[Opening Task inputs section]

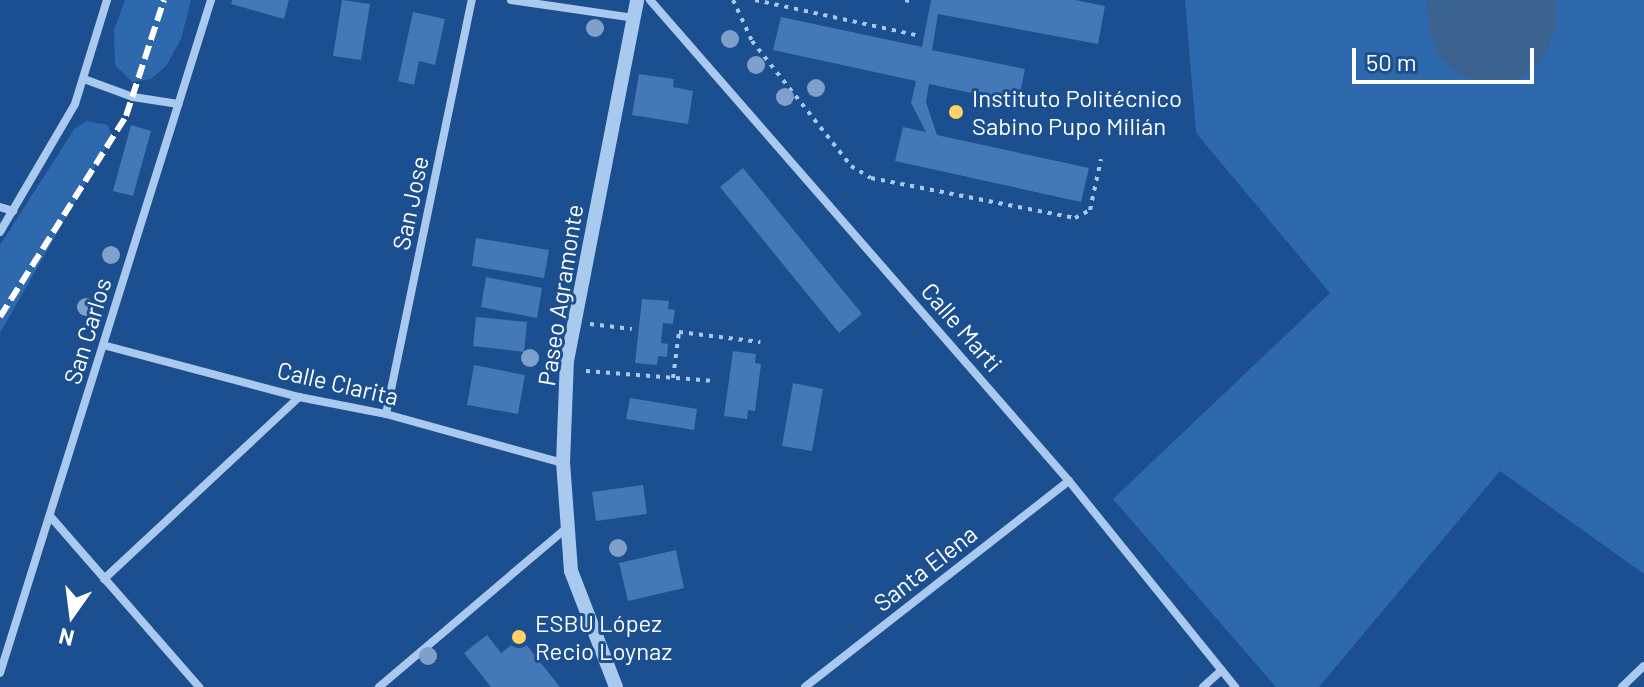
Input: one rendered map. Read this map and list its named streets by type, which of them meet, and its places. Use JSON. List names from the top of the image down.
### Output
{
  "streets": {
    "street": [
      "San Jose",
      "Paseo Agramonte",
      "Calle Marti",
      "San Carlos",
      "Calle Clarita",
      "Santa Elena"
    ]
  },
  "crossings": [
    ["San Jose", "Calle Clarita"],
    ["Paseo Agramonte", "Calle Clarita"],
    ["Calle Marti", "Santa Elena"],
    ["San Carlos", "Calle Clarita"]
  ],
  "places": ["Instituto Politécnico Sabino Pupo Milián", "ESBU López Recio Loynaz"],
  "scale_bar": "50 m",
  "north": "bottom"
}
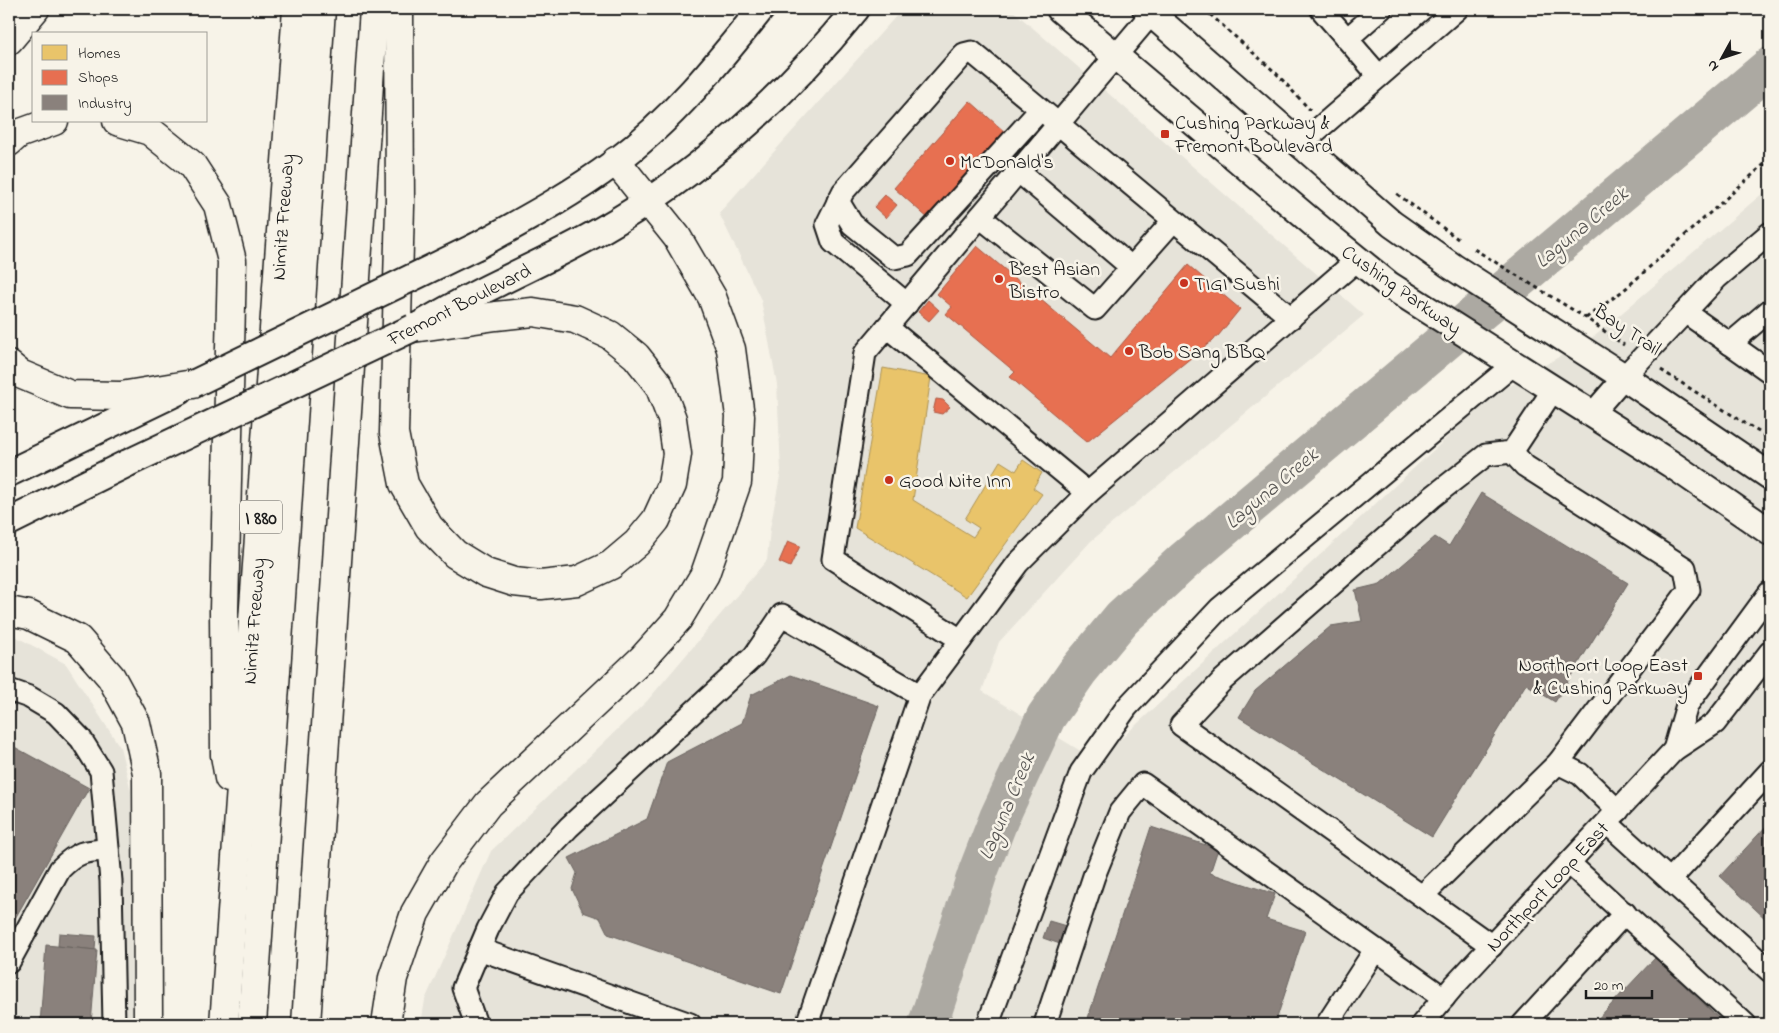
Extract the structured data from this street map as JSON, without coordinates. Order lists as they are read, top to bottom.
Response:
{
  "streets": {
    "highway": ["Nimitz Freeway", "I 880"],
    "main road": ["Cushing Parkway", "Fremont Boulevard"],
    "street": ["Northport Loop East"],
    "path": ["Bay Trail"]
  },
  "water": ["Laguna Creek"],
  "places": {
    "transit": ["Cushing Parkway & Fremont Boulevard", "Northport Loop East & Cushing Parkway"],
    "other": [
      "McDonald's",
      "Best Asian Bistro",
      "TIGI Sushi",
      "Bob Sang BBQ",
      "Good Nite Inn"
    ]
  },
  "legend": ["Homes", "Shops", "Industry"],
  "scale_bar": "20 m",
  "north": "bottom left"
}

[Closing Task inputs section]

## Your goal
Every record above must reappear exactly in the answer, minus its pictures.

## Task result
Input: one rendered map. Read this map and list its named streets by type, which of them meet, and its places. Use JSON. List names from the top of the image down.
### Output
{
  "streets": {
    "street": [
      "San Jose",
      "Paseo Agramonte",
      "Calle Marti",
      "San Carlos",
      "Calle Clarita",
      "Santa Elena"
    ]
  },
  "crossings": [
    ["San Jose", "Calle Clarita"],
    ["Paseo Agramonte", "Calle Clarita"],
    ["Calle Marti", "Santa Elena"],
    ["San Carlos", "Calle Clarita"]
  ],
  "places": ["Instituto Politécnico Sabino Pupo Milián", "ESBU López Recio Loynaz"],
  "scale_bar": "50 m",
  "north": "bottom"
}
Extract the structured data from this street map as JSON, without coordinates. Order lists as they are read, top to bottom.
Response:
{
  "streets": {
    "highway": ["Nimitz Freeway", "I 880"],
    "main road": ["Cushing Parkway", "Fremont Boulevard"],
    "street": ["Northport Loop East"],
    "path": ["Bay Trail"]
  },
  "water": ["Laguna Creek"],
  "places": {
    "transit": ["Cushing Parkway & Fremont Boulevard", "Northport Loop East & Cushing Parkway"],
    "other": [
      "McDonald's",
      "Best Asian Bistro",
      "TIGI Sushi",
      "Bob Sang BBQ",
      "Good Nite Inn"
    ]
  },
  "legend": ["Homes", "Shops", "Industry"],
  "scale_bar": "20 m",
  "north": "bottom left"
}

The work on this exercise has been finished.